At this time, Saul had been ruling the nation of Israel, and the Lord told Samuel that a new king was going to take his place.  In 1 Samuel 16 the Lord talks to Samuel about who will lead, and he says, “Go to Bethlehem. Find a man named Jesse, for I have selected one of his sons to be my king.”

Samuel arrives in Bethlehem. He finds Jesse. And they look at the lineup of future kings Jesse’s oldest sons.

These are men of stature, you might say. Tall, experienced, accomplished.

But they are not the ones chosen to lead. David the youngest, skinniest, lowliest by all accounts is the chosen leader.

And in 1 Samuel 16:7 we are given one explanation: “The Lord doesn’t see things the way you see them. People judge by outward appearance, but the Lord looks at the heart.”

Let us take clues from David’s calling. Following God faithfully isn’t about appearance, but about heart. It isn’t about showing off our best self but slowly having the bravery to share our one, true, authentic self.

God calls not the likely leader, but the authentic leader.

In that same group of young professionals, last weekend, our leader gave us this analogy.

When it comes to leading, we all want to be Jesse’s older sons. The ones that look the part, that have the stature and the accolades. The ones with the right timing, the right outfit, and the right social media campaign. We all want to be the story’s superheroes.

But what if what we actually need are more leaders that resemble the men and women behind the masks?

The everyday Bruce Waynes and Clark Kents, not the batmen or the super women.

What if we believe that change comes not from the superhero, but from the everyday hero.

“The Lord doesn’t see things the way you see them. People judge by outward appearance, but the Lord looks at the heart.”

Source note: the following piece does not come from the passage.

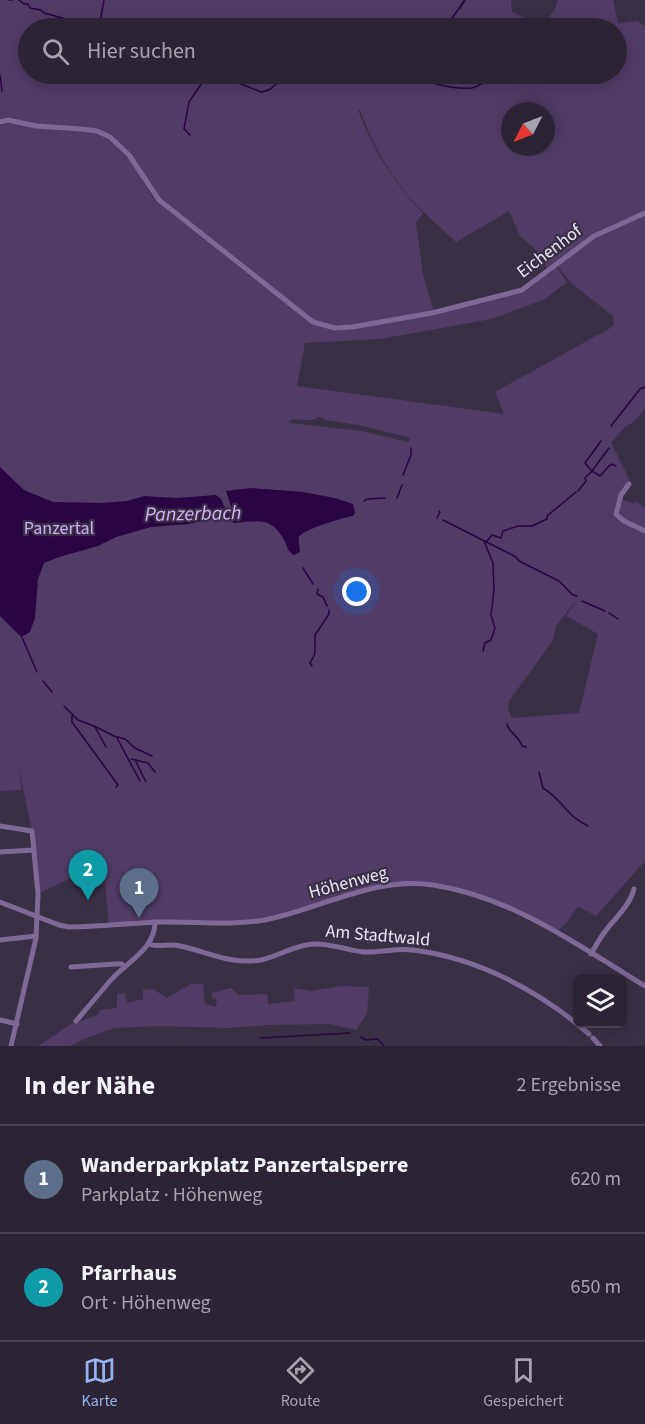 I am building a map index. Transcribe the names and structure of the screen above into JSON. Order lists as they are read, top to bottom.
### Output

To practice authenticity, and fight the temptation to clean up our appearance first, I’ve written down these reminders to take with us :

  • Look at the heart. I know how tempting it is to focus on cleaning up your appearance, or waiting for the right timing, or having the right experience to lead well. But the truth is that we already serve and lead other people today in our homes, communities, schools and jobs. Look at your own honest heart. Look at the hearts of others. Who is someone that you already interact with who could use a friend this week? How could sharing a piece of your imperfect story give someone else permission to be imperfect, too?
  • Offer grace to ourselves. I told you I’m a recovering perfectionist, so I struggle with this. But we must remove the masks of perfection, busyness, speed or cleverness. God does not expect perfection from us; we don’t need to demand it of ourselves. In giving ourselves grace, we are better equipped to extend that grace to others. And we allow God to be our sufficiency in weakness.
  • Celebrate our roles as the the everyday superheroes of the world. Whatever your sphere of influence, steward it well. Commit to your daily tasks and close relationships. Believe that your everyday faithfulness will powerfully and beautifully affect those around you.

God calls us to be authentic  as leaders, friends, supporters. Why?

Because authenticity  is a practice in faithfully resembling the original. Discovering and sharing our most essential selves, made beautiful and complete in God’s image.